Erin coming over to visit

When I returned back to France from Scotland after the funeral I struggled letting go of her and the overwhelming confrontation I had felt when realising the amount of love she had for me and how I was appreciated also by other close friends I had left behind. My reaction to this feeling of sadness was the only way I knew how to, pushing my body. So I started running, cycling, and going on epic mountain adventures, turning every outing into a smash fest and the more I pushed myself the more my body started falling apart. Until it gave me no other choice and I had to stop and reset. What I have learned now though is to reach out, I learnt that if you open up a little to the right people, the support is there. And even though I still feel very new in France, I am so lucky to be surrounded by the loveliest of friends who understood and helped me cope by just being there for me.
Erin, Yann and Mac watching sunrise 

Running the Saintelyon was a last minute decision after one of my favourite adventure buddies Erin had come over from Scotland and we had run the Tour de `Dents Blanches in one day, a 30km mountainous technical route with 3000m ascend which is normally a 2-3 week trekking route. The tour had been on my bucket list since I had moved to the Haute Savoie and it was such an amazing day being able to show Erin my backyard and share such an epic experience with her. These type of outings always inspire me to dream bigger. The original plan was the 45km course, but then I knew I could run the 45kms already so I signed up for the 78kms after asking Yann if he thought I could do it since I had only 6 weeks left to get ready for it.

 I knew downhill running was my enemy so in the weeks leading up to the event I focussed on downhill running form and I felt I was getting stronger, faster and experienced less and less pain running downhill. My longest run was 46kms 4 weeks out from the race and I felt really comfortable running 20-30km long runs in training. It gave me a confidence in my body which I had not experienced for such a long time and it made me very happy.      

climbing during the summer 

 
The problem with the Saintelyon was that it is run at night so visibility on technical parts of the trail is difficult, conditions were very icy, snowy and cold, making the course even more unpredictable. And my brain, or central nervous system should I say, does not like unpredictability. And when I slipped and hit the ground hard in the first 10km’s I immediately experienced a pain flare up. Like tooth ache in my legs, I knew this feeling all too well, and as I ticked off the km’s, the pain spread to my ankles, knees, and wrists joints, it moved around my body like flickering Christmas lights. I was not even 18km’s in when I started to doubt if I could bare the pain for another 8 or so hours. And it made me feel incredibly sad. I knew there was nothing structurally wrong, I knew I could run 30-40kms without this amount of pain in training, I knew I had not gone to fast and blown up, I knew I had stuck strictly to my nutrition plan and that my heart and lungs felt strong. And yet the pain I could not control. The climbs would give me the least amount of pain when the downhills and flats were agonisingly painful. So I made a pact with myself, I would push on the climbs and survive on the downhills. It did not matter how long it would take me or how much pain I would have to endure. I was there to finish. This is what I wanted.

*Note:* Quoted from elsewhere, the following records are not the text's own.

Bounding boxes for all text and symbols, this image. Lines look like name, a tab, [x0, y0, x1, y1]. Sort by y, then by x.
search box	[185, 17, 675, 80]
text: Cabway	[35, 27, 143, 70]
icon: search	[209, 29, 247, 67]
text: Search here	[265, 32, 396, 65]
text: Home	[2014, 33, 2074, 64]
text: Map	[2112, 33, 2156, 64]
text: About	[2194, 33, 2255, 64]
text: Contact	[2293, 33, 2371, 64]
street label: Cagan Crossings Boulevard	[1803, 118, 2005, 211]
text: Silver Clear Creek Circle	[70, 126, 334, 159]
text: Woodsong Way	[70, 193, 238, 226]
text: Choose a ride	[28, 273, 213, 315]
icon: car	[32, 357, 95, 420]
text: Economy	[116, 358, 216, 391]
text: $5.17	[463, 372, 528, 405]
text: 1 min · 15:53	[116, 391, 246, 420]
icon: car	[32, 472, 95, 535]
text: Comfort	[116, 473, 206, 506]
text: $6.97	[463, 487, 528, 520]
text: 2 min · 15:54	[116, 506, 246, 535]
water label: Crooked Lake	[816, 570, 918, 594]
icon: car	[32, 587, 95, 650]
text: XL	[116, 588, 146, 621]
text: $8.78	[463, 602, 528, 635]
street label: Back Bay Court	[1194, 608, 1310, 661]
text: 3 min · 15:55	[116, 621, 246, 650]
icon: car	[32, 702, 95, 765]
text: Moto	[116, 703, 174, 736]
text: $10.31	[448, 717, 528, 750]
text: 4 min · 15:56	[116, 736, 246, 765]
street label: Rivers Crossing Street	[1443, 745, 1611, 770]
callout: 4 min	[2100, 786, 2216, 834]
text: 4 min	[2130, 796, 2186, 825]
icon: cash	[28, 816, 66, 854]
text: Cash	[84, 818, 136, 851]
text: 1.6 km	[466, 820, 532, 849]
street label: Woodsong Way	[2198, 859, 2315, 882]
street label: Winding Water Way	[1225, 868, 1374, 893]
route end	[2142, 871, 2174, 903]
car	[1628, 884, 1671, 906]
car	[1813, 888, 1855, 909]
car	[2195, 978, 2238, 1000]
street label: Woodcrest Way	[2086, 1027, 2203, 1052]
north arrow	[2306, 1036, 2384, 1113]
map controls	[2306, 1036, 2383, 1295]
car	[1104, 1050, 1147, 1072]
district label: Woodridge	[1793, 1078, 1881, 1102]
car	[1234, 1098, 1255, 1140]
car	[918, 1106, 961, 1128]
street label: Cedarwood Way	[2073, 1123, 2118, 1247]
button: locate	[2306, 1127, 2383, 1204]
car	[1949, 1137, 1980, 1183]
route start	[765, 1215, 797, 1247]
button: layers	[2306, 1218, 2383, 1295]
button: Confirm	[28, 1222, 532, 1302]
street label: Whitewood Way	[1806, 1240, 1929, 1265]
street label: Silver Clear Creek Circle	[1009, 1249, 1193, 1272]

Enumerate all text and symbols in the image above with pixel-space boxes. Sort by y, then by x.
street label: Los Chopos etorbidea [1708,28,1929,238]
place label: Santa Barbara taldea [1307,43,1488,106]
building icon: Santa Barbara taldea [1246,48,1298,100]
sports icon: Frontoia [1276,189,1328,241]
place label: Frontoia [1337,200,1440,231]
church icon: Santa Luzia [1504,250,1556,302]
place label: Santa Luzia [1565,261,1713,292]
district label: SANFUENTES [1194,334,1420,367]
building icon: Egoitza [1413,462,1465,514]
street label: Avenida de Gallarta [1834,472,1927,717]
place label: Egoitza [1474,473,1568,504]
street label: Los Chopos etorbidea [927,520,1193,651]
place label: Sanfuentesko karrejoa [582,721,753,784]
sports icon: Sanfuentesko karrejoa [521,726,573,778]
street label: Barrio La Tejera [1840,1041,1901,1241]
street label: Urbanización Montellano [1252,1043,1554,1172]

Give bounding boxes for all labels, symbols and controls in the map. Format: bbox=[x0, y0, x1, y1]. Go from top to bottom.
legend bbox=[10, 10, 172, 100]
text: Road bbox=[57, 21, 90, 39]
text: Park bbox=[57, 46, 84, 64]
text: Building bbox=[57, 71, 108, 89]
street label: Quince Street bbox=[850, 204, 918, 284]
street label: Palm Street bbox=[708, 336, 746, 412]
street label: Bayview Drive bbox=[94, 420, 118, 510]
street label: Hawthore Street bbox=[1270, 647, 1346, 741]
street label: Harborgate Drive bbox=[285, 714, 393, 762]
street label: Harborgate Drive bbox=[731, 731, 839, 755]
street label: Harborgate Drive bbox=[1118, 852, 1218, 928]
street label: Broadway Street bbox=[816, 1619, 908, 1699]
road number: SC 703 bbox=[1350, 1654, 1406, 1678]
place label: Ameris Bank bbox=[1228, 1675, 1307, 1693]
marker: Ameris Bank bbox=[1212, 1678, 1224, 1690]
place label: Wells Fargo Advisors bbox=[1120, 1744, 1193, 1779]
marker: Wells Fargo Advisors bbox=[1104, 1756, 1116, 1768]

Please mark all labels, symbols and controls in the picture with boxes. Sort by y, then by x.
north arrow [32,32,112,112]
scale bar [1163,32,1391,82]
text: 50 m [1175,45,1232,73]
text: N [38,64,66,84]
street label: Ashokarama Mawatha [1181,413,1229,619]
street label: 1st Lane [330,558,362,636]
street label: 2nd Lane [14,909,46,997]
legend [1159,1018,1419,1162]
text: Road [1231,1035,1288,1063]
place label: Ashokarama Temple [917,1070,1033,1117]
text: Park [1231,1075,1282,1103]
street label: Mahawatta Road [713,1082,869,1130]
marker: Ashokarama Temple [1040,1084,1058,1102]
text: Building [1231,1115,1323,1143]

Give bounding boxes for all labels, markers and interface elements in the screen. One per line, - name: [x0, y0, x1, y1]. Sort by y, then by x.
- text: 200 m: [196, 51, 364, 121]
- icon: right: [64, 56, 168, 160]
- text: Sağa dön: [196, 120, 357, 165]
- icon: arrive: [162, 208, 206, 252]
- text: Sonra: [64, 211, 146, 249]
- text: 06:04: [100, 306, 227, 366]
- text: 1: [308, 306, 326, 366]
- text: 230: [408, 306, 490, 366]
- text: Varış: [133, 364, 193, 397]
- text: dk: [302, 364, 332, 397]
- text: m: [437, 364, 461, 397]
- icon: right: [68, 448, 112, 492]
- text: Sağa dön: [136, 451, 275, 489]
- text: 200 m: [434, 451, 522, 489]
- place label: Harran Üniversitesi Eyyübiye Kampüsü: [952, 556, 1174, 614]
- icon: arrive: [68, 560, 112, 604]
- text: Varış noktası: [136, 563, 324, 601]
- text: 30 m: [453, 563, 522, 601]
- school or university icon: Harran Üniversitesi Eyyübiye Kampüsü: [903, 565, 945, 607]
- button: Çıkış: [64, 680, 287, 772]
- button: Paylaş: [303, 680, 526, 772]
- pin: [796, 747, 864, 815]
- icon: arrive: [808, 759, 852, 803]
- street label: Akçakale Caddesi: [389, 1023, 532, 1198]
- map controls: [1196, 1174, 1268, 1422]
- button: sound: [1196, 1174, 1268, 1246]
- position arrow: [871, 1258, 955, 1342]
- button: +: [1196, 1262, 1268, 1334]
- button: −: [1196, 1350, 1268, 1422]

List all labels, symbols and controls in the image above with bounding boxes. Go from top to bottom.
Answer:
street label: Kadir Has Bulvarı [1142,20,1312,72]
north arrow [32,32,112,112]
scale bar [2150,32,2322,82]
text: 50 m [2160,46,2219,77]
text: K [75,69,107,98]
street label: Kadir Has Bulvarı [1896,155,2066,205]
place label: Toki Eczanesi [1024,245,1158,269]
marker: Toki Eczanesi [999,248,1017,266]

Without sounding airy fairy, I believe there are certain people who have come into my life who I share a certain energy with and somehow they seem to show up either in a message, a phone call or in person when I need them the most. One of those people for me is Yann which makes sharing my life and adventures with him so easy. Another one of those people is Edwina who I found on the internet when I was searching people to run with when I first moved to Montriond. A mother of 3, a professional runner, a running coach with a smile so big it can light up the darkest room in seconds. I met Edwina the first time when I tried to ski as many meters ascend in one day and she was the only one crazy enough to join me on parts of it. Edwina was running the Saintelyon double 156kms! With over 6000 people on course it would be unlikely I would find her in the dark of the night. Yet on the highest part of the course, climbing up in the snow, I slipped and reached out for a hand, and the hand which grabbed mine was Edwina’s.  A magic moment. Eddie was in 2nd placed female and 16th overall absolutely smashing this course. Her energy and positivity inspired me to stay strong and motivated me to keep running. 

Eddie 


I saw Eddie again with 11-12kms to go and I was in a world of pain, not being able to contain my tears as she tried to cheer me up “its only 11kms" she said, "break it up in your head, 6kms mainly flat and then 5km up and down which will be mainly walking and swirly, you can do this.” I wanted to be positive because I knew she must have been so tired herself but all I could mumble was “ok” whilst trying to smile.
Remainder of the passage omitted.